# ACTIVITY:
Each entry should be quoted word for word, including every mark of punctuation.

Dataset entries
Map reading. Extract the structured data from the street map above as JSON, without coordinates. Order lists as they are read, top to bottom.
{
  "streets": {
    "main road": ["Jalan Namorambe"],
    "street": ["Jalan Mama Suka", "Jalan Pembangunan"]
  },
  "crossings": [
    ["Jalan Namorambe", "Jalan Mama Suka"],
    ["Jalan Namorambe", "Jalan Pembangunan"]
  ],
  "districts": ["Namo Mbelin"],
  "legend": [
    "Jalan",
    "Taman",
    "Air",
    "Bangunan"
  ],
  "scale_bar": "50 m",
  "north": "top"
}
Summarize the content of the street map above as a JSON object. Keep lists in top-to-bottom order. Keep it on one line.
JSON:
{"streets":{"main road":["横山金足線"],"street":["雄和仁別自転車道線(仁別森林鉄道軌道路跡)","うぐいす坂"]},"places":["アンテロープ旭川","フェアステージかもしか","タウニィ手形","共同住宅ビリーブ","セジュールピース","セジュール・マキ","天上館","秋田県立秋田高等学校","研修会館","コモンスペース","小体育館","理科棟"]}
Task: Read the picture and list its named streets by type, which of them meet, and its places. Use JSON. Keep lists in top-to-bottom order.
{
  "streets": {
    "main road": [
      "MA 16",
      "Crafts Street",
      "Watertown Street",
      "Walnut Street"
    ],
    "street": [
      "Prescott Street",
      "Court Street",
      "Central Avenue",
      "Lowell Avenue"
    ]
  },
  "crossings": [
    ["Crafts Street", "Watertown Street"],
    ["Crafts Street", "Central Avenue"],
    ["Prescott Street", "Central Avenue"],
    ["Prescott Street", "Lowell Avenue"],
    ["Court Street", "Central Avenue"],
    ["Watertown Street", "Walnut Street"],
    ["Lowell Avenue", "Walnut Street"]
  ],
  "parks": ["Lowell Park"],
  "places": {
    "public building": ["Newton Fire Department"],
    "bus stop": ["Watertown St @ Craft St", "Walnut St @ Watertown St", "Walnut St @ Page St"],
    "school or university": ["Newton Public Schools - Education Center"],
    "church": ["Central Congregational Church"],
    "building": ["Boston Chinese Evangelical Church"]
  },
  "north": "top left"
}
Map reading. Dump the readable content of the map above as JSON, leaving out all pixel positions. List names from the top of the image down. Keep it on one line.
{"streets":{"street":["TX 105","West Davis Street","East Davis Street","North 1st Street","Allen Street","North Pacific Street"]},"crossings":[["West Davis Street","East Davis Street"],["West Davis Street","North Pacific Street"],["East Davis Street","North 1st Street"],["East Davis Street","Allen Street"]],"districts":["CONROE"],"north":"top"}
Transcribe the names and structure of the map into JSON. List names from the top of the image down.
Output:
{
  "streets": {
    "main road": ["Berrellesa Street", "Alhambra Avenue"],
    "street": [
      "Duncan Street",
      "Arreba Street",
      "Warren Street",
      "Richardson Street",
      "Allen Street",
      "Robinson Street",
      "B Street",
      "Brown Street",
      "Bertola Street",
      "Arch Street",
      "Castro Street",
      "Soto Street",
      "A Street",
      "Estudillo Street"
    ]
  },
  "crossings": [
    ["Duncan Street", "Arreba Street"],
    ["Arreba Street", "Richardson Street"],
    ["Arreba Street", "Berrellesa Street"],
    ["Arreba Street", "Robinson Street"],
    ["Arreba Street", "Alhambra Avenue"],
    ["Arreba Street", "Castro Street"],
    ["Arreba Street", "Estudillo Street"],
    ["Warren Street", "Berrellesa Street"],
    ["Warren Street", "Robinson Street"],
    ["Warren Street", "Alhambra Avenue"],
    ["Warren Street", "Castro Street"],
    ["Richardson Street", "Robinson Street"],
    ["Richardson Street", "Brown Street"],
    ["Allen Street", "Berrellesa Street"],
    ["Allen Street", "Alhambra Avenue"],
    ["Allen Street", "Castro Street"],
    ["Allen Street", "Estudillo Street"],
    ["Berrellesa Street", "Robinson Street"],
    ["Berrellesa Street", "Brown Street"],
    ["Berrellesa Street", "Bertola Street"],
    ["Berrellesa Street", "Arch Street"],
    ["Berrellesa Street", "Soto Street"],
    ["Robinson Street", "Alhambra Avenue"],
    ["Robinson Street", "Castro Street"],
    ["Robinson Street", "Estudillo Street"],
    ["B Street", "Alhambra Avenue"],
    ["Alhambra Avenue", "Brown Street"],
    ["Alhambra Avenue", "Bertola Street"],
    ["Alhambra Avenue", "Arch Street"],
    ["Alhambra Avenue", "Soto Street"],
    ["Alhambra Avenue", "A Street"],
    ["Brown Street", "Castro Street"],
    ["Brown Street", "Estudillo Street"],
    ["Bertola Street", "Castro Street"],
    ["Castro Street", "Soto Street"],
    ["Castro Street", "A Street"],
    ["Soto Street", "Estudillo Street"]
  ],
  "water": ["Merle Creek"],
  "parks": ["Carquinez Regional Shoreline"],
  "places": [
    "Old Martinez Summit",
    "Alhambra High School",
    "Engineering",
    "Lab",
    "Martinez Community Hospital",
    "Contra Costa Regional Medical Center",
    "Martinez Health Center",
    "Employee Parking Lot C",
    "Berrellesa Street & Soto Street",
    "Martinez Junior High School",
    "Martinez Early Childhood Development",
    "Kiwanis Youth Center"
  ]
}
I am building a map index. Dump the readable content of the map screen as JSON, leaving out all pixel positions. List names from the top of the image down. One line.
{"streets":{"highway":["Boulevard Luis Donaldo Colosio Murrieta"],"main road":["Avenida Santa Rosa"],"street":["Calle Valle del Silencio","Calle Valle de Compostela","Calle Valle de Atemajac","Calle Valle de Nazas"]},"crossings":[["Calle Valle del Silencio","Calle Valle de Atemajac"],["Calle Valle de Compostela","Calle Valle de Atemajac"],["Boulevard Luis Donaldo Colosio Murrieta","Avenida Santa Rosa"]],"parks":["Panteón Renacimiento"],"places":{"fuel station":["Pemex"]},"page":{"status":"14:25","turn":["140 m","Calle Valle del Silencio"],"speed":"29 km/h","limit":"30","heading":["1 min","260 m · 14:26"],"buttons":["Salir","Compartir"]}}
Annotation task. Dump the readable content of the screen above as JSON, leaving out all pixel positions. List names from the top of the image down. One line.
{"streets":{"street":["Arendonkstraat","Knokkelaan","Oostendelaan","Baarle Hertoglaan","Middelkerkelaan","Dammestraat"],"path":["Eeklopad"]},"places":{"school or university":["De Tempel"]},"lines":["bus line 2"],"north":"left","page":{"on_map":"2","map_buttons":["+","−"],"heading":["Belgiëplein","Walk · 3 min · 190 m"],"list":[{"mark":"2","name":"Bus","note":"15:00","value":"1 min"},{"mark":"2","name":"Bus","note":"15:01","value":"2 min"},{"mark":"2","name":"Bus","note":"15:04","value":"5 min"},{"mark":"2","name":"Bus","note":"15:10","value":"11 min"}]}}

# ANSWER AREA:
Map reading. Extract the structured data from the street map above as JSON, without coordinates. Order lists as they are read, top to bottom.
{
  "streets": {
    "main road": ["Jalan Namorambe"],
    "street": ["Jalan Mama Suka", "Jalan Pembangunan"]
  },
  "crossings": [
    ["Jalan Namorambe", "Jalan Mama Suka"],
    ["Jalan Namorambe", "Jalan Pembangunan"]
  ],
  "districts": ["Namo Mbelin"],
  "legend": [
    "Jalan",
    "Taman",
    "Air",
    "Bangunan"
  ],
  "scale_bar": "50 m",
  "north": "top"
}
Summarize the content of the street map above as a JSON object. Keep lists in top-to-bottom order. Keep it on one line.
JSON:
{"streets":{"main road":["横山金足線"],"street":["雄和仁別自転車道線(仁別森林鉄道軌道路跡)","うぐいす坂"]},"places":["アンテロープ旭川","フェアステージかもしか","タウニィ手形","共同住宅ビリーブ","セジュールピース","セジュール・マキ","天上館","秋田県立秋田高等学校","研修会館","コモンスペース","小体育館","理科棟"]}
Task: Read the picture and list its named streets by type, which of them meet, and its places. Use JSON. Keep lists in top-to-bottom order.
{
  "streets": {
    "main road": [
      "MA 16",
      "Crafts Street",
      "Watertown Street",
      "Walnut Street"
    ],
    "street": [
      "Prescott Street",
      "Court Street",
      "Central Avenue",
      "Lowell Avenue"
    ]
  },
  "crossings": [
    ["Crafts Street", "Watertown Street"],
    ["Crafts Street", "Central Avenue"],
    ["Prescott Street", "Central Avenue"],
    ["Prescott Street", "Lowell Avenue"],
    ["Court Street", "Central Avenue"],
    ["Watertown Street", "Walnut Street"],
    ["Lowell Avenue", "Walnut Street"]
  ],
  "parks": ["Lowell Park"],
  "places": {
    "public building": ["Newton Fire Department"],
    "bus stop": ["Watertown St @ Craft St", "Walnut St @ Watertown St", "Walnut St @ Page St"],
    "school or university": ["Newton Public Schools - Education Center"],
    "church": ["Central Congregational Church"],
    "building": ["Boston Chinese Evangelical Church"]
  },
  "north": "top left"
}
Map reading. Dump the readable content of the map above as JSON, leaving out all pixel positions. List names from the top of the image down. Keep it on one line.
{"streets":{"street":["TX 105","West Davis Street","East Davis Street","North 1st Street","Allen Street","North Pacific Street"]},"crossings":[["West Davis Street","East Davis Street"],["West Davis Street","North Pacific Street"],["East Davis Street","North 1st Street"],["East Davis Street","Allen Street"]],"districts":["CONROE"],"north":"top"}
Transcribe the names and structure of the map into JSON. List names from the top of the image down.
Output:
{
  "streets": {
    "main road": ["Berrellesa Street", "Alhambra Avenue"],
    "street": [
      "Duncan Street",
      "Arreba Street",
      "Warren Street",
      "Richardson Street",
      "Allen Street",
      "Robinson Street",
      "B Street",
      "Brown Street",
      "Bertola Street",
      "Arch Street",
      "Castro Street",
      "Soto Street",
      "A Street",
      "Estudillo Street"
    ]
  },
  "crossings": [
    ["Duncan Street", "Arreba Street"],
    ["Arreba Street", "Richardson Street"],
    ["Arreba Street", "Berrellesa Street"],
    ["Arreba Street", "Robinson Street"],
    ["Arreba Street", "Alhambra Avenue"],
    ["Arreba Street", "Castro Street"],
    ["Arreba Street", "Estudillo Street"],
    ["Warren Street", "Berrellesa Street"],
    ["Warren Street", "Robinson Street"],
    ["Warren Street", "Alhambra Avenue"],
    ["Warren Street", "Castro Street"],
    ["Richardson Street", "Robinson Street"],
    ["Richardson Street", "Brown Street"],
    ["Allen Street", "Berrellesa Street"],
    ["Allen Street", "Alhambra Avenue"],
    ["Allen Street", "Castro Street"],
    ["Allen Street", "Estudillo Street"],
    ["Berrellesa Street", "Robinson Street"],
    ["Berrellesa Street", "Brown Street"],
    ["Berrellesa Street", "Bertola Street"],
    ["Berrellesa Street", "Arch Street"],
    ["Berrellesa Street", "Soto Street"],
    ["Robinson Street", "Alhambra Avenue"],
    ["Robinson Street", "Castro Street"],
    ["Robinson Street", "Estudillo Street"],
    ["B Street", "Alhambra Avenue"],
    ["Alhambra Avenue", "Brown Street"],
    ["Alhambra Avenue", "Bertola Street"],
    ["Alhambra Avenue", "Arch Street"],
    ["Alhambra Avenue", "Soto Street"],
    ["Alhambra Avenue", "A Street"],
    ["Brown Street", "Castro Street"],
    ["Brown Street", "Estudillo Street"],
    ["Bertola Street", "Castro Street"],
    ["Castro Street", "Soto Street"],
    ["Castro Street", "A Street"],
    ["Soto Street", "Estudillo Street"]
  ],
  "water": ["Merle Creek"],
  "parks": ["Carquinez Regional Shoreline"],
  "places": [
    "Old Martinez Summit",
    "Alhambra High School",
    "Engineering",
    "Lab",
    "Martinez Community Hospital",
    "Contra Costa Regional Medical Center",
    "Martinez Health Center",
    "Employee Parking Lot C",
    "Berrellesa Street & Soto Street",
    "Martinez Junior High School",
    "Martinez Early Childhood Development",
    "Kiwanis Youth Center"
  ]
}
I am building a map index. Dump the readable content of the map screen as JSON, leaving out all pixel positions. List names from the top of the image down. One line.
{"streets":{"highway":["Boulevard Luis Donaldo Colosio Murrieta"],"main road":["Avenida Santa Rosa"],"street":["Calle Valle del Silencio","Calle Valle de Compostela","Calle Valle de Atemajac","Calle Valle de Nazas"]},"crossings":[["Calle Valle del Silencio","Calle Valle de Atemajac"],["Calle Valle de Compostela","Calle Valle de Atemajac"],["Boulevard Luis Donaldo Colosio Murrieta","Avenida Santa Rosa"]],"parks":["Panteón Renacimiento"],"places":{"fuel station":["Pemex"]},"page":{"status":"14:25","turn":["140 m","Calle Valle del Silencio"],"speed":"29 km/h","limit":"30","heading":["1 min","260 m · 14:26"],"buttons":["Salir","Compartir"]}}
Annotation task. Dump the readable content of the screen above as JSON, leaving out all pixel positions. List names from the top of the image down. One line.
{"streets":{"street":["Arendonkstraat","Knokkelaan","Oostendelaan","Baarle Hertoglaan","Middelkerkelaan","Dammestraat"],"path":["Eeklopad"]},"places":{"school or university":["De Tempel"]},"lines":["bus line 2"],"north":"left","page":{"on_map":"2","map_buttons":["+","−"],"heading":["Belgiëplein","Walk · 3 min · 190 m"],"list":[{"mark":"2","name":"Bus","note":"15:00","value":"1 min"},{"mark":"2","name":"Bus","note":"15:01","value":"2 min"},{"mark":"2","name":"Bus","note":"15:04","value":"5 min"},{"mark":"2","name":"Bus","note":"15:10","value":"11 min"}]}}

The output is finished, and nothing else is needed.